Exercise ▸ Exclude the pictures and retype the entries as written.

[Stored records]
%%
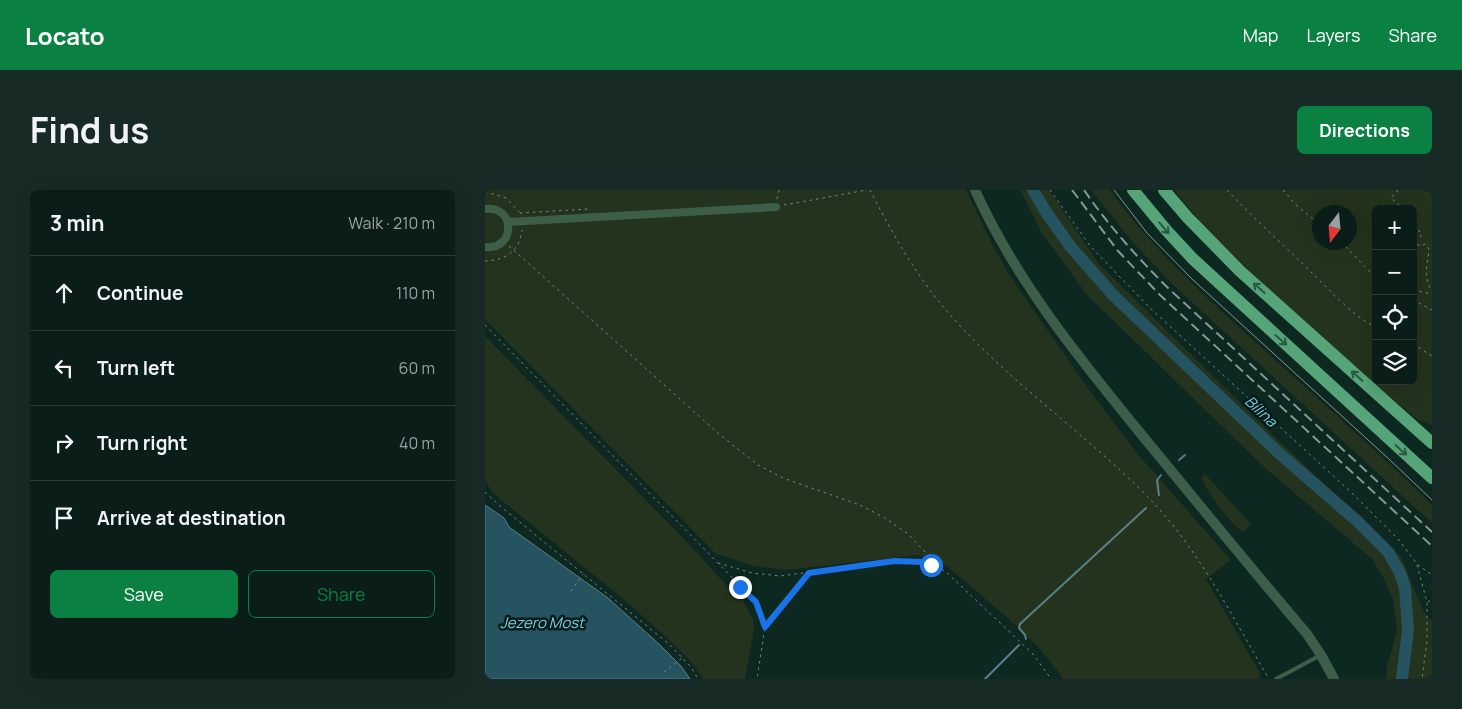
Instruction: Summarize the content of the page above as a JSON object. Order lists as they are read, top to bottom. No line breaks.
{"water":["Bílina","Jezero Most"],"north":"bottom","page":{"header":"Locato","nav":["Map","Layers","Share"],"title":"Find us","buttons":["Directions",["Save","Share"]],"heading":["3 min","Walk · 210 m"],"map_buttons":["+","−"],"list":[["Continue","110 m"],["Turn left","60 m"],["Turn right","40 m"],"Arrive at destination"]}}
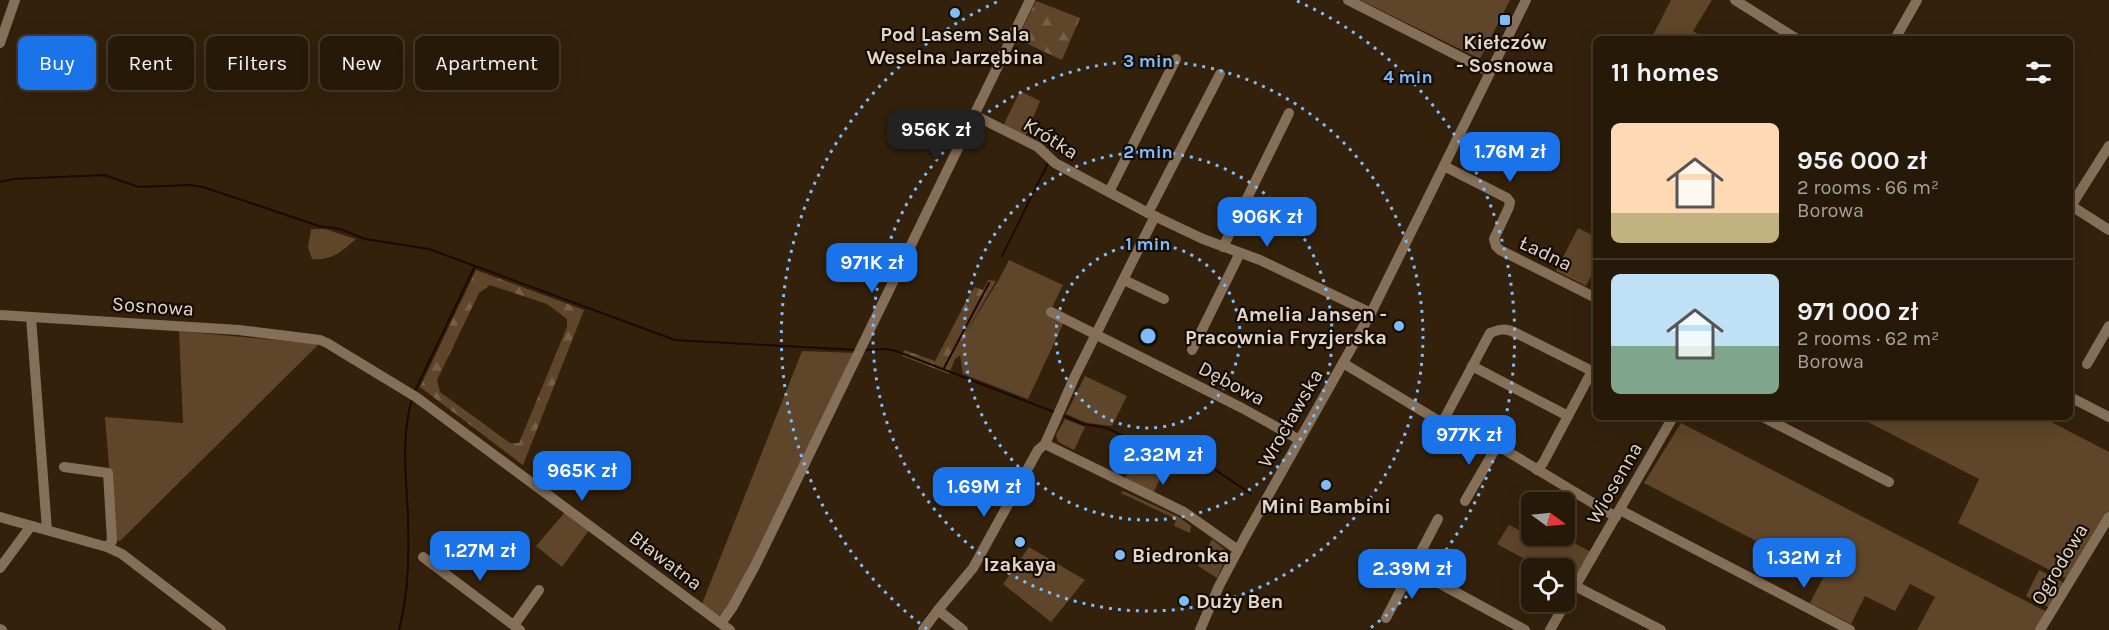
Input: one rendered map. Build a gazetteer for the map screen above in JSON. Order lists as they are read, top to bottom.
{
  "streets": {
    "street": [
      "Krótka",
      "Ładna",
      "Sosnowa",
      "Dębowa",
      "Wrocławska",
      "Wiosenna",
      "Bławatna",
      "Ogrodowa"
    ]
  },
  "crossings": [
    ["Krótka", "Wrocławska"],
    ["Krótka", "Bławatna"],
    ["Ładna", "Wrocławska"],
    ["Sosnowa", "Bławatna"],
    ["Dębowa", "Wrocławska"]
  ],
  "places": {
    "other": [
      "Pod Lasem Sala Weselna Jarzębina",
      "Amelia Jansen - Pracownia Fryzjerska",
      "Mini Bambini",
      "Izakaya",
      "Biedronka",
      "Duży Ben"
    ],
    "transit": ["Kiełczów - Sosnowa"]
  },
  "north": "right",
  "page": {
    "chip": [
      "Buy",
      "Rent",
      "Filters",
      "New",
      "Apartment"
    ],
    "heading": "11 homes",
    "list": [
      {
        "name": "956 000 zł",
        "note": "2 rooms · 66 m² · Borowa"
      },
      {
        "name": "971 000 zł",
        "note": "2 rooms · 62 m² · Borowa"
      }
    ],
    "price": [
      "956K zł",
      "1.76M zł",
      "906K zł",
      "971K zł",
      "977K zł",
      "2.32M zł",
      "965K zł",
      "1.69M zł",
      "1.27M zł",
      "1.32M zł",
      "2.39M zł"
    ]
  },
  "rings": [
    "3 min",
    "4 min",
    "2 min",
    "1 min"
  ]
}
%%
Solved problem ▸
Instruction: Summarize the content of the page above as a JSON object. Order lists as they are read, top to bottom. No line breaks.
{"water":["Bílina","Jezero Most"],"north":"bottom","page":{"header":"Locato","nav":["Map","Layers","Share"],"title":"Find us","buttons":["Directions",["Save","Share"]],"heading":["3 min","Walk · 210 m"],"map_buttons":["+","−"],"list":[["Continue","110 m"],["Turn left","60 m"],["Turn right","40 m"],"Arrive at destination"]}}
Input: one rendered map. Build a gazetteer for the map screen above in JSON. Order lists as they are read, top to bottom.
{
  "streets": {
    "street": [
      "Krótka",
      "Ładna",
      "Sosnowa",
      "Dębowa",
      "Wrocławska",
      "Wiosenna",
      "Bławatna",
      "Ogrodowa"
    ]
  },
  "crossings": [
    ["Krótka", "Wrocławska"],
    ["Krótka", "Bławatna"],
    ["Ładna", "Wrocławska"],
    ["Sosnowa", "Bławatna"],
    ["Dębowa", "Wrocławska"]
  ],
  "places": {
    "other": [
      "Pod Lasem Sala Weselna Jarzębina",
      "Amelia Jansen - Pracownia Fryzjerska",
      "Mini Bambini",
      "Izakaya",
      "Biedronka",
      "Duży Ben"
    ],
    "transit": ["Kiełczów - Sosnowa"]
  },
  "north": "right",
  "page": {
    "chip": [
      "Buy",
      "Rent",
      "Filters",
      "New",
      "Apartment"
    ],
    "heading": "11 homes",
    "list": [
      {
        "name": "956 000 zł",
        "note": "2 rooms · 66 m² · Borowa"
      },
      {
        "name": "971 000 zł",
        "note": "2 rooms · 62 m² · Borowa"
      }
    ],
    "price": [
      "956K zł",
      "1.76M zł",
      "906K zł",
      "971K zł",
      "977K zł",
      "2.32M zł",
      "965K zł",
      "1.69M zł",
      "1.27M zł",
      "1.32M zł",
      "2.39M zł"
    ]
  },
  "rings": [
    "3 min",
    "4 min",
    "2 min",
    "1 min"
  ]
}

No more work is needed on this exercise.